BEN SULLIVAN Staff Reporter
They're the overachievers, the natural leaders, the most-likely-to-succeeds. And while their pursuits are varied from health care to entertainment to law they share one characteristic:
They are L.A. people to watch.
The Business Journal's list of 30 "Up and Comers" is a smorgasbord of talent, educational background and motivation. Most are in their 30s (though there are no age restrictions here), many have graduate degrees (though a few didn't even attend college), and almost all seem to enjoy what they're doing.
Dan McDermott, 33, co-head of DreamWorks SKG's television department, offers the ultimate testimonial: "I still can't believe that I get paid to do this."
Captivated as a boy by the intrigue and adventure of James Bond films, McDermott was determined to work in the industry. "I love the entertainment business," McDermott says.

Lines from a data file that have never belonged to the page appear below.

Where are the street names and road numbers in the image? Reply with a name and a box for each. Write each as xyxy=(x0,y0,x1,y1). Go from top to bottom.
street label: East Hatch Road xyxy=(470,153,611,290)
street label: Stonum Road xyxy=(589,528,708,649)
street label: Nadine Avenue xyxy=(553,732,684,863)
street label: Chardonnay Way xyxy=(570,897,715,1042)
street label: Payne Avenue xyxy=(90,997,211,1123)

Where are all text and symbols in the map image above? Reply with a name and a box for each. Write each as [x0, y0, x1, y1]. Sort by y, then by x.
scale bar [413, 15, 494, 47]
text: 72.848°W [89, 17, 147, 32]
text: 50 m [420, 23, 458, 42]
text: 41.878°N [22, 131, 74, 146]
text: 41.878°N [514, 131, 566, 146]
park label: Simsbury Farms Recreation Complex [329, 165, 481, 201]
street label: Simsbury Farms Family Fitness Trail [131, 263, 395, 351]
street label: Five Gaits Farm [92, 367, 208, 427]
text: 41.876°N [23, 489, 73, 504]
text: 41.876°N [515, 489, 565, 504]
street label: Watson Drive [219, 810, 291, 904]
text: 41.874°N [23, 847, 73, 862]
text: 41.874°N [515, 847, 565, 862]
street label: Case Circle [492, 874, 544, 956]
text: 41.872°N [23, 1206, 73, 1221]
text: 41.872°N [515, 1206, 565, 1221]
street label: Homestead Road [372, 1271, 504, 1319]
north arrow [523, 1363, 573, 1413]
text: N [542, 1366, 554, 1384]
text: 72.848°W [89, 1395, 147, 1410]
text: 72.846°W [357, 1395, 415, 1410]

From his first job as director of development at tiny Wilshire Corp. Production to a ground-floor vice president post with Fox Broadcasting, McDermott cut his teeth in television production during Fox's early network days.
That experience led to his involvement in developing "Beverly Hills 90210," "Melrose Place" and "The X-Files" for Fox.
Rick Wartzman, the 31-year-old editor of the Wall Street Journal's weekly California section, also knew early on what he wanted to do.
When his high school friends were sleeping in on Saturday mornings, Wartzman was answering phones and running copy at the Baltimore Evening Sun. His summers during his college years involved reporting internships around the country. Dogged work on both coasts for the Wall Street Journal earned Wartzman a bureau chief spot in Houston at age 30, from which his latest position emerged.
"Things have fallen into the right place," says Wartzman, now 31.
But success is not always so immediate. Barbara Lesser, 45, went through several career incarnations before her current success.
After working as a designer and shop owner in the apparel industry, Lesser and her husband took a year off, replacing their stressful pursuits with a trip to Africa, two months driving around the United States, and a search for "something interesting to do."
Lesser found that "something interesting" in producing organic clothing under the Wearable Integrity label but to poor results. Undaunted, she and her husband took a stab at producing up-scale women's fashion under the label "Barbara Lesser." That worked: The clothing line racked up $20 million in sales in 1996.